George fue suspendido a finales de enero por violar los términos del programa de drogas de la NBA.
Abrió su declaración el martes en el complejo de los 76ers de Nueva Jersey disculpándose con el equipo, sus fanáticos y su familia por el mal juicio que lo llevó a reprobar la prueba.
“Decepcionar a la gente duele más que nada”, dijo George.
Dijo que su decisión de tomar una sustancia prohibida estaba relacionada con un problema de salud mental desarrollado debido a una lesión de rodilla fuera de temporada que limitó su producción esta temporada.
“Lo más difícil es cuando tu cuerpo ya no está donde sabías que debería estar o donde antes estaba”, dijo George. “Afecta el lado mental de las cosas, saber que estás limitado. Pero para mí, me siento bien, mi cuerpo se siente bien. Mentalmente, sé que soy capaz de hacer lo que puedo hacer y lo que he podido hacer en el campo durante años”.
George promedió 16 puntos en 27 partidos esta temporada para los Sixers. Tuvo uno de sus mejores juegos de la temporada la semana que fue suspendido, una explosión de 32 puntos impulsada por nueve triples en una victoria sobre Milwaukee.
George, de 35 años, firmó un contrato de cuatro años y 212 millones de dólares en la agencia libre antes de la temporada 2024. Pero su primer año en Filadelfia se vio empañado por lesiones de rodilla y aductores que le dieron al delantero uno de los peores años de su carrera en la NBA.
George promedió 16,2 puntos en sólo 41 juegos, por lejos su promedio más bajo en una temporada completa desde que promedió 12,1 puntos para Indiana en su segunda temporada en la NBA.
Luego fue operado en julio de su rodilla izquierda luego de lesionarse durante una sesión de práctica y se perdió los primeros 12 juegos de esta temporada.
“Ser un atleta profesional pasa factura”, dijo George. “Mi cuerpo no estaba donde quería que estuviera. Las expectativas de rendimiento porque mi cuerpo no está donde necesitaba estar, obviamente voy a tener expectativas para mí mismo. Eso es lo que me llevó a tomar una mala decisión en ese momento”.

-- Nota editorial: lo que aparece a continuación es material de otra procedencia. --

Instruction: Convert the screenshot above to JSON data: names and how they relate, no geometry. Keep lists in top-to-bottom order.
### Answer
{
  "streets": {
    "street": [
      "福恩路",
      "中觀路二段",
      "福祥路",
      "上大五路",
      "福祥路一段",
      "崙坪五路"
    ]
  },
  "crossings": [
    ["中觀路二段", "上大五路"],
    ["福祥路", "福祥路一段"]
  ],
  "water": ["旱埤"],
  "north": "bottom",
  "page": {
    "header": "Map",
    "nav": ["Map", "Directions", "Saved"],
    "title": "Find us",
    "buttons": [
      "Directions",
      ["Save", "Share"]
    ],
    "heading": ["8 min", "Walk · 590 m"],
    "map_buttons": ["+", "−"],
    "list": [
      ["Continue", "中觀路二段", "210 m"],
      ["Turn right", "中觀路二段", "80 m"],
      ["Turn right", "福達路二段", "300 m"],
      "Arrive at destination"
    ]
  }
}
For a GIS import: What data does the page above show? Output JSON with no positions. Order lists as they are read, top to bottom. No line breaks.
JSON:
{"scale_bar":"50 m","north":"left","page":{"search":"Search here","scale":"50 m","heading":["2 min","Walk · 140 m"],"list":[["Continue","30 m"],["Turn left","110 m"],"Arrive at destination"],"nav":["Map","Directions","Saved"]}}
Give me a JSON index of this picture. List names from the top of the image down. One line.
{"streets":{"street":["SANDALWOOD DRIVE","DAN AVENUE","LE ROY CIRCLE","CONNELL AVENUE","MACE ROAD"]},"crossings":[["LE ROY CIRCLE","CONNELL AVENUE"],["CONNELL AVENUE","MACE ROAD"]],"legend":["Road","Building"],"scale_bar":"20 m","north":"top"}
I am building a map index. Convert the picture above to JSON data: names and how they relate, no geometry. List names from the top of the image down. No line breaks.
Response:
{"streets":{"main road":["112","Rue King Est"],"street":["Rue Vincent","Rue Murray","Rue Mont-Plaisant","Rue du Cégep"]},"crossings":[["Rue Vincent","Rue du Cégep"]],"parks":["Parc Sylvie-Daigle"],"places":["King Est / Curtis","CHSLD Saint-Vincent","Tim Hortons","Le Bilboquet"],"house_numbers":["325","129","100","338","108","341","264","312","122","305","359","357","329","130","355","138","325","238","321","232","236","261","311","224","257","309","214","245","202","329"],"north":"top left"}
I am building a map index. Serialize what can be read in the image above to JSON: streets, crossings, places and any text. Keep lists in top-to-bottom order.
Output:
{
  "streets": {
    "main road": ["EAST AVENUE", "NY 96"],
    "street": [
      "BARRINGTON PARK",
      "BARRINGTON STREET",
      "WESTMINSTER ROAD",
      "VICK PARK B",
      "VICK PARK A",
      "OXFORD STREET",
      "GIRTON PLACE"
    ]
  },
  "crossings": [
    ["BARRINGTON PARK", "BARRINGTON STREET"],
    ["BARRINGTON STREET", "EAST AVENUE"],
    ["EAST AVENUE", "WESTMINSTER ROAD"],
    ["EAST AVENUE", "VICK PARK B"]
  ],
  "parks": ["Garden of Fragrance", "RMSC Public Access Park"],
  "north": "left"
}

George dijo que la pausa le dio tiempo a su cuerpo para recuperarse de las persistentes heridas, lo que a su vez mejoró su estado mental.
“Creo que esos 25 juegos eran exactamente lo que necesitaba para mi cuerpo”, dijo.
La suspensión le costó a George, nueve veces All-Star, alrededor de $11,7 millones de su salario de $51,7 millones, o alrededor de $469,692 por cada uno de los 25 juegos que se perdió.
“Lo he dicho a lo largo de mi carrera cuando se trata de salud mental: no soy un superhéroe”, dijo George. “Soy humano y cometí un error entonces”.
Embiid, el Jugador Más Valioso de 2023, se ha perdido los últimos 13 juegos por una distensión en el oblicuo derecho, y el base All-Star Tyrese Maxey se ha perdido nueve juegos consecutivos por una distensión en el tendón del dedo derecho.
No había un calendario inmediato para su regreso.
George dijo que está listo para llenar el vacío anotador y sacar a los Sixers de la burbuja del play-in y llegar sanos y salvos a los playoffs.
“Me siento bien, me siento explosivo otra vez, me siento fuerte otra vez”, afirmó. “Siento que he vuelto a ese nivel de rendimiento, siendo el central y el anotador”.